Search code examples
javamemory-leakskubernetesgarbage-collectionignite

Possible Memory Leak in Ignite DataStreamer


I'm running Ignite in a Kubernetes cluster with persistence enabled. Each machine has a Java Heap of 24GB with 20GB devoted to durable memory with a memory limit of 110GB. My relevant JVM options are -XX:+AlwaysPreTouch -XX:+UseG1GC -XX:+ScavengeBeforeFullGC. After running DataStreamers on every node for several hours, nodes on my cluster hit their k8s memory limit triggering an OOM kill. After running Java NMT, I was surprised to find a huge amount of space allocated to internal memory.

Java Heap (reserved=25165824KB, committed=25165824KB)
(mmap: reserved=25165824KB, committed=25165824KB)  

Internal (reserved=42425986KB, committed=42425986KB)
(malloc=42425954KB #614365) 
(mmap: reserved=32KB, committed=32KB) 

Kubernetes metrics confirmed this:

enter image description here

"Ignite Cache" is kernel page cache. The last panel "Heap + Durable + Buffer" is the sum of the ignite metrics HeapMemoryUsed + PhysicalMemorySize + CheckpointBufferSize.

I knew this couldn't be a result of data build-up because the DataStreamers are flushed after each file they read (up to about 250MB max), and no node is reading more than 4 files at once. After ruling out other issues on my end, I tried setting -XX:MaxDirectMemorySize=10G, and invoking manual GC, but nothing seems to have an impact other than periodically shutting down all of my pods and restarting them.

I'm not sure where to go from here. Is there a workaround in Ignite that doesn't force me to use a third-party database?

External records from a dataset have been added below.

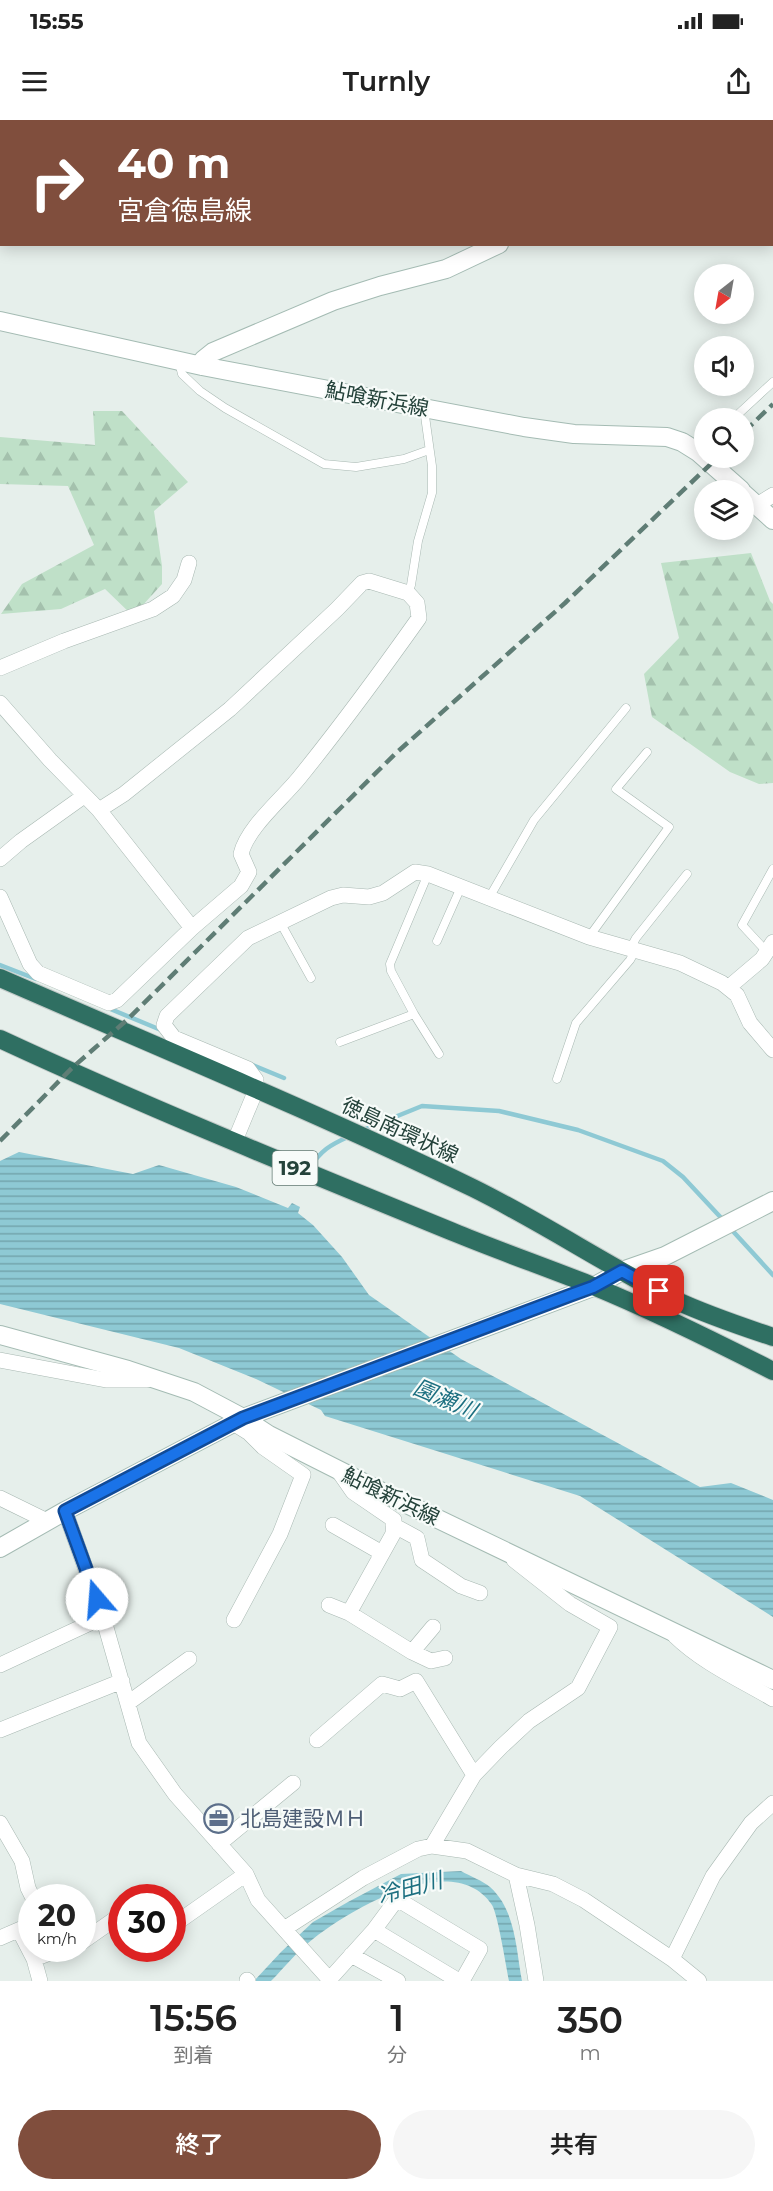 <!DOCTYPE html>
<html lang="ja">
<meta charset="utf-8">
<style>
body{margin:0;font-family:Montserrat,"Noto Sans JP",sans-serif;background:#f6f6f6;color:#222;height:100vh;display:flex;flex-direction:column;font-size:22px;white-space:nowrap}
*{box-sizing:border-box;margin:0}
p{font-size:20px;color:#767676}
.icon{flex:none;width:33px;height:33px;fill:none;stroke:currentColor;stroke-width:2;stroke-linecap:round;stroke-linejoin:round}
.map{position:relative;height:1861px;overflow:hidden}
.panel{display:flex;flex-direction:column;background:#fff;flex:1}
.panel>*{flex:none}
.guide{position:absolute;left:0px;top:0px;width:774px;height:126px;box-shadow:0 3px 15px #0003;background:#804e3d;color:#fff;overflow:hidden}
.needle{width:39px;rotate:211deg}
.buttons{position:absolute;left:694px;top:144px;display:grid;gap:12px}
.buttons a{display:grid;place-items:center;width:60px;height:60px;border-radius:50%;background:#fff;box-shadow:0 3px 15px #0003;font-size:30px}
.speed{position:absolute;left:18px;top:1764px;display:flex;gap:12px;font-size:30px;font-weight:700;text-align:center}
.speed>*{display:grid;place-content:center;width:78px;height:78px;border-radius:50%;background:#fff;box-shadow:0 3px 15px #0003;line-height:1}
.speed small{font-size:15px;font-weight:400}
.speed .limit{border:9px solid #d22;background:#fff;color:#111}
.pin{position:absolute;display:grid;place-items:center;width:51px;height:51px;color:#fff;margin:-26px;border-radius:12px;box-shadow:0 3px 9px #0006}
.me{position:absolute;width:66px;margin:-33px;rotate:342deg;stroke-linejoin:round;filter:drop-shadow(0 0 4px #0008)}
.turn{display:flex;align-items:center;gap:21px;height:126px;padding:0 18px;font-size:27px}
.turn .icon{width:78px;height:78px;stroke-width:2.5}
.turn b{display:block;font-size:42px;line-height:51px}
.eta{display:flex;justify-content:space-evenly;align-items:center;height:102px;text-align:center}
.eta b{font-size:36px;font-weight:600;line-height:42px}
.primary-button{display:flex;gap:12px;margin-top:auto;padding:12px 18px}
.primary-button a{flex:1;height:69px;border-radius:36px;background:#804e3d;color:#fff;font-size:24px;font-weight:600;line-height:69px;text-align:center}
.primary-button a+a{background:#f6f6f6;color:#222}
.status{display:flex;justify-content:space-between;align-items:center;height:42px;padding:0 30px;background:#fff;direction:ltr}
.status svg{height:16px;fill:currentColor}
header{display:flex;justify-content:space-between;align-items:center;height:78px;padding:0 18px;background:#fff;font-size:27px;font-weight:600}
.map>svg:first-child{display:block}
.forest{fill:url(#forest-firs)}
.water{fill:url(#water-rules)}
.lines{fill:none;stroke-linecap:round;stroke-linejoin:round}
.stream{stroke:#8ec9d4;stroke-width:4.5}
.lane-casing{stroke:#a8b8b2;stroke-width:9}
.street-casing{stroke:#a8b8b2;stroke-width:16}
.secondary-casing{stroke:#a4bbb3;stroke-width:20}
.highway-casing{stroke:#c2cac8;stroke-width:20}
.lane{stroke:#fff;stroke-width:8}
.street{stroke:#fff;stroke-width:15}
.secondary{stroke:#fff;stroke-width:18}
.highway{stroke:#2f6f62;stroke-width:18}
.rail{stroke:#5f7d75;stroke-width:4.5;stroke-dasharray:12 6;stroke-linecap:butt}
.route-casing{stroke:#114b97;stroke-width:15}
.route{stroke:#1a73e8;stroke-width:10}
.labels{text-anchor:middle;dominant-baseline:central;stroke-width:4.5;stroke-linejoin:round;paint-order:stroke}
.shield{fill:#f7fbf9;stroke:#637a73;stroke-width:1.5}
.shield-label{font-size:20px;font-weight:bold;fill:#24423a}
.street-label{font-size:21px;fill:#24423a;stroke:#f7fbf9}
.service-label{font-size:21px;fill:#4e5e75;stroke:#f7fbf9;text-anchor:start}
.water-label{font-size:22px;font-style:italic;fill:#1c6f80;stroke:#f7fbf9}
</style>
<div class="status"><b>15:55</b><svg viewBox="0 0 49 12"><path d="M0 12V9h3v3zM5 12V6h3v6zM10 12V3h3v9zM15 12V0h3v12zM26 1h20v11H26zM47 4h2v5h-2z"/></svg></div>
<header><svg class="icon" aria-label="menu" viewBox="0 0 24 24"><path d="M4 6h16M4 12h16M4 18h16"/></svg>Turnly<svg class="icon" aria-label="share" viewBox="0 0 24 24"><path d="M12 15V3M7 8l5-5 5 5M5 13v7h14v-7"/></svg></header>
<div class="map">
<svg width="773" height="1861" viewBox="0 0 773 1861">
<defs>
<pattern id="forest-firs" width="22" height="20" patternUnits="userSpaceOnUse" patternTransform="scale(1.5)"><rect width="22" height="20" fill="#bfe0c8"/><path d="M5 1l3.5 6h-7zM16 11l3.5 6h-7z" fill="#a4c1ad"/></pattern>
<pattern id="water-rules" width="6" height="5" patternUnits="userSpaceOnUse" patternTransform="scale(1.5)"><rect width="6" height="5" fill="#8ec9d4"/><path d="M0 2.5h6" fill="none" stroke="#74a5ad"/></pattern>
</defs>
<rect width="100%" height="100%" fill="#e6efeb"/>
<path class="forest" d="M93,291H122L188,362L154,391L162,446V464L133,496L105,469L61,489L1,494L22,464L94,425L68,366L0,364V317L95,325Z
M751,433L770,481L773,484V663L759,664L730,652L652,597L644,554L679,518L661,443Z"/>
<path class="water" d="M19,1032L133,1054L159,1045L236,1067L288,1088L292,1083L300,1087L298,1093L313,1105L342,1137L369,1175L461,1239L700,1367L731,1363L773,1380V1497L580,1376L325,1296L321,1290L256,1259L179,1228L0,1184V1041Z
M461,1751C470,1756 483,1761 490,1767C516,1790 516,1830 522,1861H509C506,1846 498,1795 492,1785C454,1728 351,1789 313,1819C298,1830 285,1847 271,1861H254L281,1832L313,1802L348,1782L401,1754Z"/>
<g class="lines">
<path class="stream" d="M0,845L36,859
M108,888L161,910
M250,944L284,958
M363,1010L422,986L499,991L578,1010L663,1041L683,1057L725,1102
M309,1049C321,1030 330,1025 350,1016
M730,1108L773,1155"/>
<defs>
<path id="lane" d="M730,0L731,2
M772,71H773
M179,242L182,254L200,271L225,288L324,344L356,347L404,339L429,330
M734,298L773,262
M408,473L411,465L418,421L432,373V346L424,289
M489,778L534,700L626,588
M280,802L311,858
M589,817L669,707L616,669L647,632
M437,821L461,767
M630,829L636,818L687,754
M767,832L742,805L773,749
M414,894L439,934
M340,922L414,894L391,851L390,844L428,754
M557,959L576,903L630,840L635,831"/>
<path id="street" d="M487,0L488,2
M757,385L773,375
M0,548L64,521L153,489L173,476L184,460L189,443
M0,583L50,640L99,690L192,808
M0,739L21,721L84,676
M0,777L30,844L38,853L109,883L117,880L192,808L241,766L249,752L241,734C247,708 281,680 299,658C341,606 380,553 419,498L417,483L408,473L369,461L362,463L337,489L230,589L124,674L99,690
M729,867L762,839L773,822
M234,1023L256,970V960L248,949L174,918L164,905L167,896L248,818L331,778L343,775L369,777L383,773L415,752L428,754L589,817L680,843L722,863L737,875L750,903L773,930
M0,1240L106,1260H147
M233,1303L249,1313L263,1327L303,1355L280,1414L234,1500
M337,1349L353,1372L394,1400L393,1414L349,1493L412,1532L433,1507
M0,1378L47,1401
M65,1391L103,1497L139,1623L175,1674L246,1754L258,1780L329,1859
M333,1405L382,1433
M393,1405L417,1418L422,1440L461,1466L480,1473
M329,1485L349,1493
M675,1516C703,1543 739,1559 773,1579
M412,1532L431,1541L445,1538
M0,1545L103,1497
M128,1583L189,1539
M0,1610L122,1561
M317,1620L382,1564L400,1569L416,1561L474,1655
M0,1703L22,1741L28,1768L33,1778
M219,1724L293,1663
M432,1726L474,1655L501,1627L529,1601L578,1568L610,1507L570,1484L514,1440
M516,1755L527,1805L536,1861
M172,1806L246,1754
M284,1809L363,1758L418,1729L432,1726L467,1731L516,1755L553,1764L584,1780L672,1839L713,1756L751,1703L773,1683
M19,1810L34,1839
M374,1810L459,1861
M0,1818L32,1804
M82,1822L122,1794
M351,1835L398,1861
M672,1839L699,1861
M247,1860L248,1861
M40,1861L34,1839L63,1828
M328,1861L374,1810L397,1779L480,1829L462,1861"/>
<path id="secondary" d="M655,2L656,0
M0,201L202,246L524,307L574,314L667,317L682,322L698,332L741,370
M202,246L203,240L213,232L333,181L380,166L446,149L499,124
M744,374L773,400
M0,1215L128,1250L194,1272L243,1298L269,1315L386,1374L773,1560
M0,1428L65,1391L243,1298L593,1167L622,1151L665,1136L773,1081"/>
<path id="highway" d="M0,858C158,927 317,993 473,1068C542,1102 606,1145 675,1180C707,1195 740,1206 773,1217
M0,919C151,989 304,1051 458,1114C502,1132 548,1148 593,1166C654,1191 714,1221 773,1251"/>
</defs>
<use href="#lane" class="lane-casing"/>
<use href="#street" class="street-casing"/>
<use href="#secondary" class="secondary-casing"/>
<use href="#highway" class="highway-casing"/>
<use href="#lane" class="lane"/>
<use href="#street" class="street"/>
<use href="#secondary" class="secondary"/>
<use href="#highway" class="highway"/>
<path class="rail" d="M744,312L773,284
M0,1021L73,947L128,899L395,634L565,483L717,338"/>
</g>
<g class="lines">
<defs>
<path id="route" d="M97,1479L65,1391L243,1298L571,1175L593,1167L622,1151L659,1171"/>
</defs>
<use href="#route" class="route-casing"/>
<use href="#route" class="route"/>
</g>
<defs>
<symbol id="office-ring" viewBox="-11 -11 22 22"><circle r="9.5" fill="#f7fbf9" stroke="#5c6f8a" stroke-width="1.5"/><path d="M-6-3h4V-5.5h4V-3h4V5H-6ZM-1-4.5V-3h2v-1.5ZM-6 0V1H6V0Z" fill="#5c6f8a"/></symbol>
</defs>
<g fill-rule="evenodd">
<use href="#office-ring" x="202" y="1682" width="33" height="33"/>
</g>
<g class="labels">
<rect class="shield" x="272.5" y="1031" width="45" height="34" rx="4.5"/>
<g class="shield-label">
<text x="295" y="1048">192</text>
</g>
<g class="street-label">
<text transform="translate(377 279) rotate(11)">鮎喰新浜線</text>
<text transform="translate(400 1010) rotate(25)">徳島南環状線</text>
<text transform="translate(391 1376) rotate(26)">鮎喰新浜線</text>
</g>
<g class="service-label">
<text x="240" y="1698">北島建設ＭＨ</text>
</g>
<g class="water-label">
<text transform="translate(445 1279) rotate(23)">園瀬川</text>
<text transform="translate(410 1768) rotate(-15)">冷田川</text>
</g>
</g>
</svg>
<div class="buttons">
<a><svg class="needle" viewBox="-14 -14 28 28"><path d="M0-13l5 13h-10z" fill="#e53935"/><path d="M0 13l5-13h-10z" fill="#767676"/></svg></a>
<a><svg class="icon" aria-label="sound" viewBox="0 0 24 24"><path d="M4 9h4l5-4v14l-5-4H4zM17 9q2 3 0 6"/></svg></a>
<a><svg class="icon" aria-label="search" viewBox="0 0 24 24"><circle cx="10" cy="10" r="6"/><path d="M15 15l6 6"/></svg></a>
<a><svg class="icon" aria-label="layers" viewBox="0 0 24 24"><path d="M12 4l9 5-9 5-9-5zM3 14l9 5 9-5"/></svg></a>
</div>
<div class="speed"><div>20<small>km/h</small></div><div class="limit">30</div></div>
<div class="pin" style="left:659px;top:1171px;background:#d93025"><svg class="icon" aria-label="arrive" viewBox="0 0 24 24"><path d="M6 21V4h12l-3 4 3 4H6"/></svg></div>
<svg class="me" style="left:97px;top:1479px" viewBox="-20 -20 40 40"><circle r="19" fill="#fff"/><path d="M0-13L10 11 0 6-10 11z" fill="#1a73e8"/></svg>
<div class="guide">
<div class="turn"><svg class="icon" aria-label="right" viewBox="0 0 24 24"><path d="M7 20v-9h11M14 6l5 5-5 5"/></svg><div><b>40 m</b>宮倉徳島線</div></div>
</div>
</div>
<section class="panel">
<div class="eta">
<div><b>15:56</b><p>到着</p></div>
<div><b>1</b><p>分</p></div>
<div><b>350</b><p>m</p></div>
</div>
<div class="primary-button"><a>終了</a><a>共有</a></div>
</section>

EDIT: My DataStorageConfiguration

    <property name="dataStorageConfiguration">
        <bean class="org.apache.ignite.configuration.DataStorageConfiguration">
            <property name="metricsEnabled" value="true"/>
            <property name="checkpointFrequency" value="300000"/>
            <property name="storagePath" value="/var/lib/ignite/data/db"/>
            <property name="walFlushFrequency" value="10000"/>
            <property name="walMode" value="LOG_ONLY"/>
            <property name="walPath" value="/var/lib/ignite/data/wal"/>
            <property name="walArchivePath" value="/var/lib/ignite/data/wal/archive"/>               
            <property name="walSegmentSize" value="2147483647"/>
            <property name="maxWalArchiveSize" value="4294967294"/>
            <property name="walCompactionEnabled" value="false"/>
            <property name="writeThrottlingEnabled" value="False"/>
            <property name="pageSize" value="4096"/>                
            <property name="defaultDataRegionConfiguration">
                <bean class="org.apache.ignite.configuration.DataRegionConfiguration">
                    <property name="persistenceEnabled" value="true"/>
                    <property name="checkpointPageBufferSize" value="2147483648"/>
                    <property name="name" value="Default_Region"/>
                    <property name="maxSize" value="21474836480"/>
                    <property name="metricsEnabled" value="true"/>
                </bean>
            </property>
        </bean>
    </property> 

UPDATE: When I disable persistence, internal memory is properly disposed of:

enter image description here

UPDATE: The issue is demonstrated here with a reproducible example. It's runnable on a machine with at least 22GB of memory for docker and about 50GB of storage. Interestingly the leak is only really noticeable when passing in a Byte Array or String as the value.


Solution

  • The memory leaks seems to be triggered by the @QueryTextField annotation on value object in my cache model, which supports Lucene queries in Ignite.

    Originally: case class Value(@(QueryTextField@field) theta: String)

    Changing this line to: case class Value(theta: String) seems to solve the problem. I don't have an explanation as to why this works, but maybe somebody with a good understanding of the Ignite code base can explain why.